[Saved data entries]
<<<<

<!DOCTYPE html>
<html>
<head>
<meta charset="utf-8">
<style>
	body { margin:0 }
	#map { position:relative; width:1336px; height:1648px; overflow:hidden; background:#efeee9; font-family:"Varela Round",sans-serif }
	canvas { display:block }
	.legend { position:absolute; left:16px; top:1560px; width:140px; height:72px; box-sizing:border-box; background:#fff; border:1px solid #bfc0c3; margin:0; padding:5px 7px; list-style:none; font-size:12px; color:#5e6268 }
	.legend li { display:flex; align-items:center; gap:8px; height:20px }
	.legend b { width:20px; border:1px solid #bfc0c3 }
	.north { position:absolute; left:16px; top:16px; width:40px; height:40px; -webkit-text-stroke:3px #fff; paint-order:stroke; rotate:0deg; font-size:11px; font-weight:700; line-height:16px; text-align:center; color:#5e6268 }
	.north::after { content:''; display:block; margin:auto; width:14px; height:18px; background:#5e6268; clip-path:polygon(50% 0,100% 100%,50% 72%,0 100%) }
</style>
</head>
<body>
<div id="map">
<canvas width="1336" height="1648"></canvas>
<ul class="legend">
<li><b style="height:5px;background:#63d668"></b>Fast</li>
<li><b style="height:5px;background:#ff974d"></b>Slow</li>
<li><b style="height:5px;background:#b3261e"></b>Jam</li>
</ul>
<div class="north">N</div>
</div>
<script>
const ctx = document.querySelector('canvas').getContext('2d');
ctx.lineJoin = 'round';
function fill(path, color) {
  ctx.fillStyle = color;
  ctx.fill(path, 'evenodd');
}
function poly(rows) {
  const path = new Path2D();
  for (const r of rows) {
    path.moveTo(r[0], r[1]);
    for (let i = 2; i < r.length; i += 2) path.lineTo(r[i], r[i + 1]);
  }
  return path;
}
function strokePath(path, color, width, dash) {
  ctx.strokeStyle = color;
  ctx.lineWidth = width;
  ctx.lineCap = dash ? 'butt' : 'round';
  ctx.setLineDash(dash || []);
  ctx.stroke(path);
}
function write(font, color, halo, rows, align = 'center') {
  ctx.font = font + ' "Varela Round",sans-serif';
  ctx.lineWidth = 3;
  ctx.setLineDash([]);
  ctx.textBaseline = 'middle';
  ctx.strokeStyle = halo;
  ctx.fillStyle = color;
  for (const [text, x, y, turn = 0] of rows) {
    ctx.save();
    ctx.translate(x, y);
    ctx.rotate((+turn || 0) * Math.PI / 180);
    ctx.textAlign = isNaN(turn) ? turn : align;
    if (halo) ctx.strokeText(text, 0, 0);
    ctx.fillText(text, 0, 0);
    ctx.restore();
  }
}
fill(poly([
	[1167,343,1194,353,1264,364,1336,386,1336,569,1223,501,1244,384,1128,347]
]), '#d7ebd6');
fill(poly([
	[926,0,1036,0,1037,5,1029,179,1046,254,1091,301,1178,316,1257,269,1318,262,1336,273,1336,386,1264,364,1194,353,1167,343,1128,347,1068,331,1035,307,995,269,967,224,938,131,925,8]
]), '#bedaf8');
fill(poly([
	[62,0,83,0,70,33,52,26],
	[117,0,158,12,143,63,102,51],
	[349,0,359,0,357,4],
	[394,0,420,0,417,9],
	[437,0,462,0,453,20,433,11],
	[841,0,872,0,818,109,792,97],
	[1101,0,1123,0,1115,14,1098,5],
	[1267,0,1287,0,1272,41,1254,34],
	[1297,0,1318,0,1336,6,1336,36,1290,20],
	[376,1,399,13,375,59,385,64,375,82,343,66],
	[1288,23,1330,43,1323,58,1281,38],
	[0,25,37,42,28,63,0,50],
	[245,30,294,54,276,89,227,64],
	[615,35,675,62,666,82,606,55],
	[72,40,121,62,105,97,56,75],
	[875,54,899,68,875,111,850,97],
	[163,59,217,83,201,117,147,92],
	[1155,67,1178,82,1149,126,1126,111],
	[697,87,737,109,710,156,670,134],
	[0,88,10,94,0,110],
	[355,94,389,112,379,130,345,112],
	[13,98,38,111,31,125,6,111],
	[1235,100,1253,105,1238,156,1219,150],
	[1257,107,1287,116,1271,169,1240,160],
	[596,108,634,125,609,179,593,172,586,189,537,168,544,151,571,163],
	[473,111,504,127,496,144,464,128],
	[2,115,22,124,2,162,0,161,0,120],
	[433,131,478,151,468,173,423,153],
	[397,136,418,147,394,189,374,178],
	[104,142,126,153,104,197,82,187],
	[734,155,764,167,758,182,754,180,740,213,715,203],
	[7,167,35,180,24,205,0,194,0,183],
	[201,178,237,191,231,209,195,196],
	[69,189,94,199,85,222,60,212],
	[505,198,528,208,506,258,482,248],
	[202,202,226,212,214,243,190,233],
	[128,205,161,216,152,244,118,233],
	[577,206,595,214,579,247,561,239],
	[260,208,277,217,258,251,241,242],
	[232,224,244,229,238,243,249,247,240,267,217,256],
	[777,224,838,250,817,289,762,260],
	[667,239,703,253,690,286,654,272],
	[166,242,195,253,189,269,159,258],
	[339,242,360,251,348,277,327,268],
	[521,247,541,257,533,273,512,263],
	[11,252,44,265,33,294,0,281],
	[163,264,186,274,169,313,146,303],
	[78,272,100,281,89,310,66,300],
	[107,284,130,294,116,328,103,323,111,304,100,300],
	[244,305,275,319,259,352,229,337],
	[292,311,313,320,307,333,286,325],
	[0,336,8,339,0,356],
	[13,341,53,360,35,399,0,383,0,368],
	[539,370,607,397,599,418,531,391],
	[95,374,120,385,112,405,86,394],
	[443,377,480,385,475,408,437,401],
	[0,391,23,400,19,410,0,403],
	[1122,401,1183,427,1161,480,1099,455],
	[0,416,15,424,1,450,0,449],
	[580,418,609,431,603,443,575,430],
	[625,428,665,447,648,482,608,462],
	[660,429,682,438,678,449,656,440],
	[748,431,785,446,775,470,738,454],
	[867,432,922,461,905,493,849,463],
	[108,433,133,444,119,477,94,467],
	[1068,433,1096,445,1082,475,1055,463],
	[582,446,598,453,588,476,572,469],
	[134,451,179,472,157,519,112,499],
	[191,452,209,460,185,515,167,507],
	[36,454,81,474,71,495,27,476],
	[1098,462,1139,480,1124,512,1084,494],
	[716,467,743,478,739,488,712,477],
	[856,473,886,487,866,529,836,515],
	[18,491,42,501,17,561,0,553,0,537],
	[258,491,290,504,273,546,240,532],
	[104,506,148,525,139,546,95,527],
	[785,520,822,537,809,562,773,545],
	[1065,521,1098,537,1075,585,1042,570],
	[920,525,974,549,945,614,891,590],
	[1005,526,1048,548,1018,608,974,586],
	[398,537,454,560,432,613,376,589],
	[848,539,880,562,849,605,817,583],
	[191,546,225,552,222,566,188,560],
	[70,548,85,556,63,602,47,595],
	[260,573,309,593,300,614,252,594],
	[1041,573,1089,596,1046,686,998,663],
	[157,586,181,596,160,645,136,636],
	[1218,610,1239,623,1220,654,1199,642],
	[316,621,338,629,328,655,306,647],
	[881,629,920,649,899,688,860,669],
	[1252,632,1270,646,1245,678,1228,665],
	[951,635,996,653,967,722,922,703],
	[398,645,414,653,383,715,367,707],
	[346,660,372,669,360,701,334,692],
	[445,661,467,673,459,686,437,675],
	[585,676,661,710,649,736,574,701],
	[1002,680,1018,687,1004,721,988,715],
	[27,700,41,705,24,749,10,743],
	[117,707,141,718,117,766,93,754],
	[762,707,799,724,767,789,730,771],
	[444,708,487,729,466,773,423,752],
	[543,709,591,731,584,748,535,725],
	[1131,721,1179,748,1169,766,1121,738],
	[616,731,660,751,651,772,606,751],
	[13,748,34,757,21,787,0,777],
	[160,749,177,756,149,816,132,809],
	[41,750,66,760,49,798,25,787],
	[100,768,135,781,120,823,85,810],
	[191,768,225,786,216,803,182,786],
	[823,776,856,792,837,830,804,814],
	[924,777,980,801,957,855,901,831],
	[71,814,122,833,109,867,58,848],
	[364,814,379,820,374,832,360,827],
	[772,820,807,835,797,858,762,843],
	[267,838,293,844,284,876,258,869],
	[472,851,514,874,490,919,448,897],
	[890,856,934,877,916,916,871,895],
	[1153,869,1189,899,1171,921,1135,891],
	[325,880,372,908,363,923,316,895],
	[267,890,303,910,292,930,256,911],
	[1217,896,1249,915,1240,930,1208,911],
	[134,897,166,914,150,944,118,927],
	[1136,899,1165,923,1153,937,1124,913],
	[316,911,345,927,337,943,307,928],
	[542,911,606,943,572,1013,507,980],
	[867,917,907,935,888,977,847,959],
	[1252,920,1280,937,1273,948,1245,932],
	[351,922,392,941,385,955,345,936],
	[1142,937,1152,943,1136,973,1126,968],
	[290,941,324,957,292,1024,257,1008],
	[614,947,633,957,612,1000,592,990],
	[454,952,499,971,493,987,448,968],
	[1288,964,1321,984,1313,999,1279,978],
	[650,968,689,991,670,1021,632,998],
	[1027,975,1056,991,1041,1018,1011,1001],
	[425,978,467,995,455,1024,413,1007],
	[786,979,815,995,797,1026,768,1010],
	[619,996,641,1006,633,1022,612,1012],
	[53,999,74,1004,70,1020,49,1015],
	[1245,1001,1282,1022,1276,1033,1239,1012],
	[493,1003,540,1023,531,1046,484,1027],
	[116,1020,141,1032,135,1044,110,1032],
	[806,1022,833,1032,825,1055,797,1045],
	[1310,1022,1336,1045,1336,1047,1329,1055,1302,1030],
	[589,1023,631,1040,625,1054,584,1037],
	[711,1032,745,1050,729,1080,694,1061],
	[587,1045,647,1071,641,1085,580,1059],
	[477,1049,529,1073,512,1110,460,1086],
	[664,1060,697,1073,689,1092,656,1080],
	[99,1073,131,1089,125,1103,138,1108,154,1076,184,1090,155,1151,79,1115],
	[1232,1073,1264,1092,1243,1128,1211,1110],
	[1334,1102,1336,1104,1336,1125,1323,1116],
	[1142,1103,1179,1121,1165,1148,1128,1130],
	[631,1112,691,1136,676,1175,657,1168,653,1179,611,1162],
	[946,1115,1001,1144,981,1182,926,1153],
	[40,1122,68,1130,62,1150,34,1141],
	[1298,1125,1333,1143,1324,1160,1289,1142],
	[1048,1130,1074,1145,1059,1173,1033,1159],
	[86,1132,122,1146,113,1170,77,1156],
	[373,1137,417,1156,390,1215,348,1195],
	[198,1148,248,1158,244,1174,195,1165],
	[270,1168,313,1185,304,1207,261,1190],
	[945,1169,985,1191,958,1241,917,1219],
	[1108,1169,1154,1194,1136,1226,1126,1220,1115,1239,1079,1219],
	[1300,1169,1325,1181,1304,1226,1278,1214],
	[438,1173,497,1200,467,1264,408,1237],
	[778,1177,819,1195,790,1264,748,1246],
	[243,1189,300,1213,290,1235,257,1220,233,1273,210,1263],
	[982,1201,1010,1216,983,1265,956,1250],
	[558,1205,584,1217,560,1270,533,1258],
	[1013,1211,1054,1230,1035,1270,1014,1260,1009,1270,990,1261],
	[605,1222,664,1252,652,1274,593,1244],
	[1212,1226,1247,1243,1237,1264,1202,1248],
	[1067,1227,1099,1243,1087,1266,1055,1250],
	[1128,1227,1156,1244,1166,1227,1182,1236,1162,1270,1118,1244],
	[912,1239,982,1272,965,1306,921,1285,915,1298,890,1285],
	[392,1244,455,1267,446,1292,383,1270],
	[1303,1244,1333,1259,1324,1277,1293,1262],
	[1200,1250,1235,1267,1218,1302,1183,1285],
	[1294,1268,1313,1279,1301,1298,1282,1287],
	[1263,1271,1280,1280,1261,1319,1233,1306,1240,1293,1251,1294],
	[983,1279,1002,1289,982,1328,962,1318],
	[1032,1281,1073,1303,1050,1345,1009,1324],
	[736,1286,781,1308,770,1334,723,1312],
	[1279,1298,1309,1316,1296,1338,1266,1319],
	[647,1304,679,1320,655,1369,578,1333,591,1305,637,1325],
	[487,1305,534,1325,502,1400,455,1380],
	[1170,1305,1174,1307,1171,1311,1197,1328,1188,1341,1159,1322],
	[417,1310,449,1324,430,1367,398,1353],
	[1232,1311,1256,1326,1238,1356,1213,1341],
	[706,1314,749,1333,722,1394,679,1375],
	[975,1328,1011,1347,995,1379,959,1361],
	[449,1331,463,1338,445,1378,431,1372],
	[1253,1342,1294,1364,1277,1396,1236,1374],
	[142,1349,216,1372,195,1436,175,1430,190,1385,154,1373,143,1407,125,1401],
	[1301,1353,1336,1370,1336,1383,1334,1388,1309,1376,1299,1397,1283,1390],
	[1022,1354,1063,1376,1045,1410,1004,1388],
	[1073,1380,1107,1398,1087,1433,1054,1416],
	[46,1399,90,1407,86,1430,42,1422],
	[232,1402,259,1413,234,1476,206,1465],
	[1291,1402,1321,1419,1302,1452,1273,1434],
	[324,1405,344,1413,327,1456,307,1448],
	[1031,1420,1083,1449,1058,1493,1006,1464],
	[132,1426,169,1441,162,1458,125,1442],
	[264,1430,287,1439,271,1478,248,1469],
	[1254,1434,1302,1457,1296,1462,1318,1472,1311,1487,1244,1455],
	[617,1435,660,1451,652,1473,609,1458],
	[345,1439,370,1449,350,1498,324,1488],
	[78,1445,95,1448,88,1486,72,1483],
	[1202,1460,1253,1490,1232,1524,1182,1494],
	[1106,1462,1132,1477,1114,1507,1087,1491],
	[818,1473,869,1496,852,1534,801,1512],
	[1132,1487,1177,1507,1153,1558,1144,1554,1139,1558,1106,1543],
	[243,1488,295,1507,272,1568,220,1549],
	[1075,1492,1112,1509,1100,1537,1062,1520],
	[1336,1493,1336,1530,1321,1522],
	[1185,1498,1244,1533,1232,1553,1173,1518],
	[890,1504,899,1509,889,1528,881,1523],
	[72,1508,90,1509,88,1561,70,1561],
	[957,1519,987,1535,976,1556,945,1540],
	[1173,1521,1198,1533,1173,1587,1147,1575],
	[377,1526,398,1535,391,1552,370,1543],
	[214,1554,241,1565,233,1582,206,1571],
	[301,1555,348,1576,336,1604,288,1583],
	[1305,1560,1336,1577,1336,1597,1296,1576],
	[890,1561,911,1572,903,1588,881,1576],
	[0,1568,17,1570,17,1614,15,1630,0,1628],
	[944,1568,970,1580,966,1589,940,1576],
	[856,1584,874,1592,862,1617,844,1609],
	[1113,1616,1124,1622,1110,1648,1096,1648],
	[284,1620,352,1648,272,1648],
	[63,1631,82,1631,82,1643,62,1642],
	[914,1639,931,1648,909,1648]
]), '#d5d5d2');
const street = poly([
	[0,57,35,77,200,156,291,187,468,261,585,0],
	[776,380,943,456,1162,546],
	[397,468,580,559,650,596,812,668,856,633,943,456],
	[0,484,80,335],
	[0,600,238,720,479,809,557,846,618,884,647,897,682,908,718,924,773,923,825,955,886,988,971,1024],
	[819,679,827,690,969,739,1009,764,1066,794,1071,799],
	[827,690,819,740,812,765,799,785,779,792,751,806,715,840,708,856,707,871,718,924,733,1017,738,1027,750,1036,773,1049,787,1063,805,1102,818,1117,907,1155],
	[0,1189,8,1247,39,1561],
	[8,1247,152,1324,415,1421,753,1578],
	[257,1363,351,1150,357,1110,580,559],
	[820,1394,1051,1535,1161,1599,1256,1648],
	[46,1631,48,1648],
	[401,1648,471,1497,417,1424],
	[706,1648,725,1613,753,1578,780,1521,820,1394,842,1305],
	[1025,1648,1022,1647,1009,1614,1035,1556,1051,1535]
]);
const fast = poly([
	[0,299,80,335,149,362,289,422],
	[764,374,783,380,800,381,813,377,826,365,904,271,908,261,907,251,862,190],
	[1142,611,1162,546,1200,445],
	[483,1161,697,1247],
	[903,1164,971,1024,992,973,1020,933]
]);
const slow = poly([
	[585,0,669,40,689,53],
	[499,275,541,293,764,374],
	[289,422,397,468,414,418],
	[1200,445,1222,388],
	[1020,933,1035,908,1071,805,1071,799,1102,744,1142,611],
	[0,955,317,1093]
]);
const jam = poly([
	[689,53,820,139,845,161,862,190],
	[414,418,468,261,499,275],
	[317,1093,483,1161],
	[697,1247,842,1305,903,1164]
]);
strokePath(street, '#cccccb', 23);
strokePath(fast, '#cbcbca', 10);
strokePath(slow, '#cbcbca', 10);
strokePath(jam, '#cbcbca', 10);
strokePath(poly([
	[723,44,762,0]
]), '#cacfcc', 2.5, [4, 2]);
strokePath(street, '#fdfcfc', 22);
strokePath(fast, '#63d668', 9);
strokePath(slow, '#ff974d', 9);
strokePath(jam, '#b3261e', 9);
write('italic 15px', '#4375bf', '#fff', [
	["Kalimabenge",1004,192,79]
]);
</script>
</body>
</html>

>>>>
<<<<

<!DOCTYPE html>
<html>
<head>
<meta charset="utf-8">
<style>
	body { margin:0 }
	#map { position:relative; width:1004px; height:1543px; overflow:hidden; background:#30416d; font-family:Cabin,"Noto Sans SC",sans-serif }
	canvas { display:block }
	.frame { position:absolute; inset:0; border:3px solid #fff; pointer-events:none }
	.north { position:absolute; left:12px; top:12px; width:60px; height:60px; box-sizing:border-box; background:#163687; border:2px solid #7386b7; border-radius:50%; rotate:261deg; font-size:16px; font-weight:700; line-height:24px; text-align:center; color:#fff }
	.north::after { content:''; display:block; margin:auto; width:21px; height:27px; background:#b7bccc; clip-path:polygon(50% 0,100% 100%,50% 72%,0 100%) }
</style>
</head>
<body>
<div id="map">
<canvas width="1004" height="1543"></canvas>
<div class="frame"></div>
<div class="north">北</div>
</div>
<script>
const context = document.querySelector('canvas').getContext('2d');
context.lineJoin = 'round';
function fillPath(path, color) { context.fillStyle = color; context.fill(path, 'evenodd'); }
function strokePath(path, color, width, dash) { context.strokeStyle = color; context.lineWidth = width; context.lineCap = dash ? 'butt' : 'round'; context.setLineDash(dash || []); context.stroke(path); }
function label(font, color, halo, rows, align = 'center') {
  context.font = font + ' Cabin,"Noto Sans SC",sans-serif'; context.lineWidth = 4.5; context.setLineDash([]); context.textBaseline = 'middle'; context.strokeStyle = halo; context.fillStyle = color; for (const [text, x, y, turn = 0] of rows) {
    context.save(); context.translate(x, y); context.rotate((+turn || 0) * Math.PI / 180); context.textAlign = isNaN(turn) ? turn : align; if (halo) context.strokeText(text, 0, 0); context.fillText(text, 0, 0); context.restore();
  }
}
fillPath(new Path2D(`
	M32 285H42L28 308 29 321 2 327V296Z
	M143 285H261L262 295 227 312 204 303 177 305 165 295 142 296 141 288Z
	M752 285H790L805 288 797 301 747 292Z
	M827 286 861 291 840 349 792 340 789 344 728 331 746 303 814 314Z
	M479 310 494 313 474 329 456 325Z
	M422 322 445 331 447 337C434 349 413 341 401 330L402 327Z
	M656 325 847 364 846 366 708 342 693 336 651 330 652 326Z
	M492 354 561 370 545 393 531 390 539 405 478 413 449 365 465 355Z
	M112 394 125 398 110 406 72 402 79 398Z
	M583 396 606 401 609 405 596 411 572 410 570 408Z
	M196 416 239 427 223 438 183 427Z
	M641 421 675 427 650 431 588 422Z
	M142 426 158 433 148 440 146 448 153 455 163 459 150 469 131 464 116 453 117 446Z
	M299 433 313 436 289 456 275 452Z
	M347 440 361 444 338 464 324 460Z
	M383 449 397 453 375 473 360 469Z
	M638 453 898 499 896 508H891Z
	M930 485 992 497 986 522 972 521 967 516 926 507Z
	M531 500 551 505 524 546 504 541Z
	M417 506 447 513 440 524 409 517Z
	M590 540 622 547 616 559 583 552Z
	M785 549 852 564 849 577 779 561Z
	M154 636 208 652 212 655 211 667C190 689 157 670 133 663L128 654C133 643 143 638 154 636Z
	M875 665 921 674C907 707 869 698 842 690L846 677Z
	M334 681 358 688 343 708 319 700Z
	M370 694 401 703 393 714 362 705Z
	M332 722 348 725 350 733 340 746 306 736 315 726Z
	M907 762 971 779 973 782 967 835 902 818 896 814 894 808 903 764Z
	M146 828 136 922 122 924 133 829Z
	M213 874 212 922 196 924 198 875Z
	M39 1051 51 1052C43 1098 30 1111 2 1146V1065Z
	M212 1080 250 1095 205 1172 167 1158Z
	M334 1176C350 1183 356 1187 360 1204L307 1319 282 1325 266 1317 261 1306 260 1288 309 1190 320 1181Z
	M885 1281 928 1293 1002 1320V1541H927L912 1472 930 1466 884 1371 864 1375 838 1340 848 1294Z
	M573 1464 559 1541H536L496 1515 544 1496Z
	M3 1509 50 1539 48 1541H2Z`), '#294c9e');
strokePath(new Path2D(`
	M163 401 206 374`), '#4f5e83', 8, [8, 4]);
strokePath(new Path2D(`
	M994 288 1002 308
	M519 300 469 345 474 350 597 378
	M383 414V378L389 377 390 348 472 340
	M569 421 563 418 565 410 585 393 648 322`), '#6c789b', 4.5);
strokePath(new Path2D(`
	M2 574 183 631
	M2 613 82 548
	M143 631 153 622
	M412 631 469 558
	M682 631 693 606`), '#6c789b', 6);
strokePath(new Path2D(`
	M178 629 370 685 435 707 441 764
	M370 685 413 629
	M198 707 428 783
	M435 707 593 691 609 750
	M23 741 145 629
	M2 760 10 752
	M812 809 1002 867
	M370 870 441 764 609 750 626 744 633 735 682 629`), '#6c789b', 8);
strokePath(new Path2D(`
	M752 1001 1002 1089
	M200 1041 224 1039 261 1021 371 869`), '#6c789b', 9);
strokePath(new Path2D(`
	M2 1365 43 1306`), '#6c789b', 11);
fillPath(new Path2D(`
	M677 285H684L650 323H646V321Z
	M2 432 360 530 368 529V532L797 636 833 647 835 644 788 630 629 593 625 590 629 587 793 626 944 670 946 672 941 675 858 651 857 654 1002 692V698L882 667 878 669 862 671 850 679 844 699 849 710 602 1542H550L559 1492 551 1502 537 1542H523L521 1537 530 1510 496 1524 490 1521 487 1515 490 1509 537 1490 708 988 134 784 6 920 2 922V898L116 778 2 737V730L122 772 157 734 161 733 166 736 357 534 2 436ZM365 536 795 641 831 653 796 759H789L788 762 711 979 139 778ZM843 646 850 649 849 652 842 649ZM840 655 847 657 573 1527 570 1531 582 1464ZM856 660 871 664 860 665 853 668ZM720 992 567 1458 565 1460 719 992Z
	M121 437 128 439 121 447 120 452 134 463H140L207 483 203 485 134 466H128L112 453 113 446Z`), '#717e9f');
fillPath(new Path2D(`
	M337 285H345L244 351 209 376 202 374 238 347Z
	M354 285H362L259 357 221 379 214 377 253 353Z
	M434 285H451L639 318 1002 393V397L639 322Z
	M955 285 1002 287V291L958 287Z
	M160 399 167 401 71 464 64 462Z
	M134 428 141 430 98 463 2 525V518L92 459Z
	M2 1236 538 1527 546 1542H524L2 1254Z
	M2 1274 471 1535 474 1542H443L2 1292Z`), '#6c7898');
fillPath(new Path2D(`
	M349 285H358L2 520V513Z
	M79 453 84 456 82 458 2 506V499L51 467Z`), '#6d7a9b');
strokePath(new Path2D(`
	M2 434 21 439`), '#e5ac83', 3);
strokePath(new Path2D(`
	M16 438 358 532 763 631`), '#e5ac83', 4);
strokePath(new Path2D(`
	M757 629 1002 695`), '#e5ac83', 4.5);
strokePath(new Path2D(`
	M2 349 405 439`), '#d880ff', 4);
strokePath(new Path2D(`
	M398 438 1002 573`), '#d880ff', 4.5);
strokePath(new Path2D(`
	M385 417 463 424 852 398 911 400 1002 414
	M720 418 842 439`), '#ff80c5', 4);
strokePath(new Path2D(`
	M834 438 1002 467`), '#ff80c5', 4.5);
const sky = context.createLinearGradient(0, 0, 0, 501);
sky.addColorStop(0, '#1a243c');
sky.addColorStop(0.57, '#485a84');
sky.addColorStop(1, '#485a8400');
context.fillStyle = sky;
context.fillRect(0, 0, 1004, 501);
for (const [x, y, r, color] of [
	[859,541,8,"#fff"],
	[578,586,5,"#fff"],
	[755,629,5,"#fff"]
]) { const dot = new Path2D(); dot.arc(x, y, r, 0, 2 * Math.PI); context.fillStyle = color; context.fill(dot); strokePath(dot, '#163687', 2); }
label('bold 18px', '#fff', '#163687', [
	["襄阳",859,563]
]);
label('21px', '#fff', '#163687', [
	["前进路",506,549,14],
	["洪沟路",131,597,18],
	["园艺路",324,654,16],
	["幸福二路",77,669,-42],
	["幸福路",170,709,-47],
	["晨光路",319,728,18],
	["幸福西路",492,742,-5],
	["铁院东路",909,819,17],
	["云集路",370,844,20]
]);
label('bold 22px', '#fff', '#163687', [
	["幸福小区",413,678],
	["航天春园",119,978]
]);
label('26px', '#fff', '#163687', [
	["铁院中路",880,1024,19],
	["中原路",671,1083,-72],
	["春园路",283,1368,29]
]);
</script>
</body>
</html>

>>>>

Find every line above that contains the word "translate", and return each one.

    ctx.translate(x, y);
    context.save(); context.translate(x, y); context.rotate((+turn || 0) * Math.PI / 180); context.textAlign = isNaN(turn) ? turn : align; if (halo) context.strokeText(text, 0, 0); context.fillText(text, 0, 0); context.restore();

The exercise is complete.